Start building flashcards in Anki or another spaced repetition software. The official documentation or even parts of the official specification of the language can be a great asset here. Or resources that have a lot of accompanying visual material to do their teachings. We are all visual learners. With spaced repetition you will create a graph of interconnected knowledge about the language. The rules of the language. These need to become a mental model, you need instant access to these. It’s too tedious to constantly stop and lookup information, the genius of homo sapiens comes from finding the connections in separate pieces of information.
Day 10–20
It’s time to build something! Together with spaced repetition this is of vital importance if you want to go fast. You need to get the language in your fingers. You need to build muscle memory. It’s not enough to know the full specification of the language from your head. Building software will feel awkward in the new language at first. Just keep going, it will start clicking after a few days. Make lots of mistakes and actively start looking what you did wrong and why. Did you misunderstand certain theories of the language? Never assume anything. You will be mistaken about a lot of things.
Truly understand what you are doing, never assume one thing happens if the language does something else, this is where bugs are born from. Never just assume something, learn what every single line of code is really doing behind the scenes. This is the only way to build real knowledge of a language and gain an expert level understanding. Never fool yourself, nothing is gained by this. And always remember that fooling yourself is very easy.
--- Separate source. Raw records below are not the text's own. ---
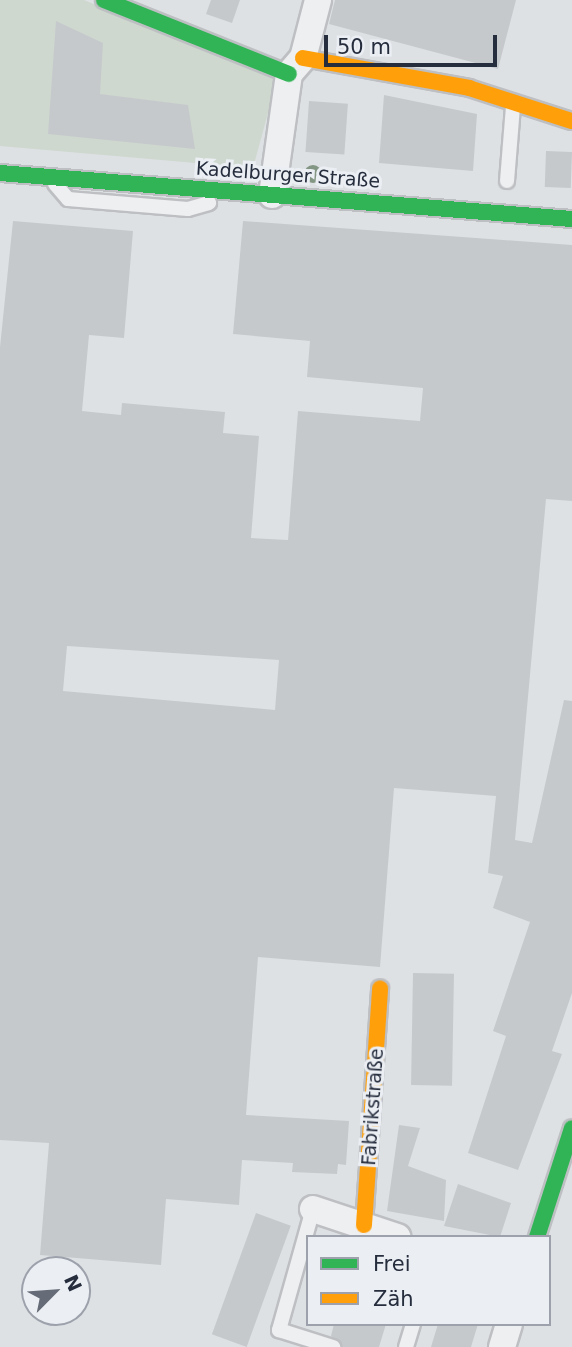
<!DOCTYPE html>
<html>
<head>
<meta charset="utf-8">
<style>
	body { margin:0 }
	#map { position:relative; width:572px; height:1347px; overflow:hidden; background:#dee1e4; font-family:"DejaVu Sans",sans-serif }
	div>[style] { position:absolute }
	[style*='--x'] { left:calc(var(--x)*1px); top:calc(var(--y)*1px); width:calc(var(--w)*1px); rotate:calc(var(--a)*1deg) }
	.green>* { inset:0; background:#ced8cf }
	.building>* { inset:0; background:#c6c9cc; transform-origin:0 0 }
	.roads { filter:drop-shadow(2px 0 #bdbfc2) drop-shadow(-2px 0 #bdbfc2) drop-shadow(0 2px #bdbfc2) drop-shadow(0 -2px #bdbfc2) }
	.lane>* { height:14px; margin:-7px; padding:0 7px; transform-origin:7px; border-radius:7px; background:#eeeff1 }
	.street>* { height:26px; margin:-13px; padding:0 13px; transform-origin:13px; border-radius:13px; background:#eeeff1 }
	.fast>* { height:16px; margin:-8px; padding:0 8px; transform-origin:8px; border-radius:8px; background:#30b455 }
	.slow>* { height:16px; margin:-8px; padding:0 8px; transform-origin:8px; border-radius:8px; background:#ff9f0a }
	.trees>* { width:18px; height:18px; margin:-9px; border-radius:50%; background:#839683 }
	span { translate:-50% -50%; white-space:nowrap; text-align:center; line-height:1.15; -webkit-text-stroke:6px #ebeff4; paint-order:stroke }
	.street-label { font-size:19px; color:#262d3d }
	.legend { position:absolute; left:306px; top:1235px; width:245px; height:91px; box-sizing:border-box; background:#ebeff4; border:2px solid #9ca1ab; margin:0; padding:9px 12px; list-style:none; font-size:21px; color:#262d3d }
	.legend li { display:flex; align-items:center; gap:14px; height:35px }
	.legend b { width:35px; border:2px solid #9ca1ab }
	.north { position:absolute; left:21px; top:1256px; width:70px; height:70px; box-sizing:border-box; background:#ebeff4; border:2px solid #9ca1ab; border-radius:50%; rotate:65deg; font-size:19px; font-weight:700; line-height:28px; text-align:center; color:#262d3d }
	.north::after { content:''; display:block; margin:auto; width:24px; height:32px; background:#666c77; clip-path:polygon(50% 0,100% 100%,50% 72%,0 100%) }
	.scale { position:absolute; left:324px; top:35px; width:173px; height:32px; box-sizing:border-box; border:4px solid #262d3d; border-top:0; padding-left:9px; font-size:21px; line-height:24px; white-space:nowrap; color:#262d3d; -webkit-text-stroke:5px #ebeff4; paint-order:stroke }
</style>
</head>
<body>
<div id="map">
	<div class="green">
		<div style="clip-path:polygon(0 0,84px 0,277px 80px,253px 168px,0 146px)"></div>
	</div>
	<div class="building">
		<div style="clip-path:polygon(211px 0,240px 0,232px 23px,206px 14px)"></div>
		<div style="clip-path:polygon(335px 0,516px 0,498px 69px,329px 24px)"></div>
		<div style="clip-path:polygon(56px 21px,103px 43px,100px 94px,188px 105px,195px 149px,48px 134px)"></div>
		<div style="clip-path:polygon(384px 95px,477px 114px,473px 171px,379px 163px)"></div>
		<div style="left:309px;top:101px;width:39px;height:51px;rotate:4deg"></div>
		<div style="left:546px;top:151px;width:26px;height:36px;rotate:2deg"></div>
		<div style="clip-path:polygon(evenodd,13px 221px,133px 231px,124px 338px,89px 335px,82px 411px,121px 415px,122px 403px,225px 412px,223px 433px,259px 436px,251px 538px,288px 540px,298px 411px,420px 421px,423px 388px,307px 377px,310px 341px,233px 334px,243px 221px,572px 245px,572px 501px,546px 499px,515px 840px,532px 843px,564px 700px,572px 701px,572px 993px,552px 1051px,562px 1054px,518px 1170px,468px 1153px,506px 1036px,493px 1031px,530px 922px,493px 908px,503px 876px,488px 873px,496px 796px,394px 788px,380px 967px,258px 957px,246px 1115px,349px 1121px,346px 1165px,338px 1164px,337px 1174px,292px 1172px,293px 1163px,242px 1160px,239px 1205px,166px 1199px,161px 1265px,40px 1255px,49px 1143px,0 1140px,0 347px,13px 221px,67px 646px,279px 660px,275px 710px,63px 691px,67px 646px)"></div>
		<div style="left:413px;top:973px;width:41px;height:112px;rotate:1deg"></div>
		<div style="clip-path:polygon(399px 1125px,420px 1128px,408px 1166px,446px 1180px,444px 1221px,387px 1211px)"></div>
		<div style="clip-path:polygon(458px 1184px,511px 1203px,500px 1237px,444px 1226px)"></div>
		<div style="left:256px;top:1213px;width:37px;height:129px;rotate:20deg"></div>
		<div style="clip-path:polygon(334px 1324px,386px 1324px,379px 1347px,342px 1347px,331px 1336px)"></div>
		<div style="clip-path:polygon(438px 1324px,478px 1324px,471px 1347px,431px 1347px)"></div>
	</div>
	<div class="roads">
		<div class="lane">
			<div style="--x:507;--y:181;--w:75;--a:-85.4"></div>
			<div style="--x:55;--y:184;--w:20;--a:49"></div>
			<div style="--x:68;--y:199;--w:120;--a:4.8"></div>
			<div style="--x:188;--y:209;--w:22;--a:-16"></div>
			<div style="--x:313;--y:1209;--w:126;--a:105.7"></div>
			<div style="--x:279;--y:1330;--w:57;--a:17.5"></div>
			<div style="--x:406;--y:1347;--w:24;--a:-73"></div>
		</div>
		<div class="street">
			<div style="--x:272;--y:195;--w:122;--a:-82"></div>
			<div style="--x:289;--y:74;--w:21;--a:-49"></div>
			<div style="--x:303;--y:58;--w:60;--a:-75.5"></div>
			<div style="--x:313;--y:1209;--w:89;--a:18.4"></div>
			<div style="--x:502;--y:1347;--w:24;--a:-73"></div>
		</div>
		<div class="fast">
			<div style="--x:104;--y:0;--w:199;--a:21.8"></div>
			<div style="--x:0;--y:173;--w:574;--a:4.6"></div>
			<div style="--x:537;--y:1237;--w:114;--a:-72.2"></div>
		</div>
		<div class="slow">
			<div style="--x:303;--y:58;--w:169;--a:10.2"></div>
			<div style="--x:469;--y:88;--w:108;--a:17.8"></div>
			<div style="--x:364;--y:1225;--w:237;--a:-86.1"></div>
		</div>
	</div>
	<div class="trees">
		<div style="left:313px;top:174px"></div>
	</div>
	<div class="street-label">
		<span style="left:288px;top:175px;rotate:4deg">Kadelburger Straße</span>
		<span style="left:373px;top:1107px;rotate:-86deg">Fabrikstraße</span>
	</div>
	<ul class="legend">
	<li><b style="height:9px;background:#30b455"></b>Frei</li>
	<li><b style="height:9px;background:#ff9f0a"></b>Zäh</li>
	</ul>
	<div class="north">N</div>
	<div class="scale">50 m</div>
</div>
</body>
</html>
Don’t just build along with a tutorial or what your resources dictate. Build something totally different. The key is to go out of your comfort zone, this is where the learning happens. Learning needs to be difficult, it creates the most connections in your brain. If what you are doing becomes easy move on to other concepts. Leave no stone unturned.
Day 20–50
Keep building and keep learning from resources. Keep doing your flashcards everyday. You want to be immersed in the language for some months at a time. Your subconscious will do a great amount of work for you. Rest and take lots of pauses. When resting we build connections from the learning process. Get at least 8 hours of sleep, when you wake up, you’ll find you have gained a better understanding. It can feel like magic sometimes.
Start building bigger projects. Perhaps re-build projects you did in your first language and see how different the outcome is.
Remember that first book you started with on day one? It might be fun to re-read it once more. And see how different the experience now feels. You’ll see the code and explanations in a different light. Some of it might still be unclear, write those down and focus on those in the coming days.
Summary
The days this will take you varies from person to person and doesn’t really matter. Just do a little bit everyday. Try to avoid not learning for more than 2 or 3 days in a row, don’t break the chain. Build a daily routine around this. Routines make life a lot easier.
Never focus too much on a single resource. A certain author might not explain something that clicks for you. Lookup different tutorials on the concept and one of them is bound to click for you. Otherwise learning can be frustrating, we do not like to feel stuck too often. Keep the process smooth, but never easy.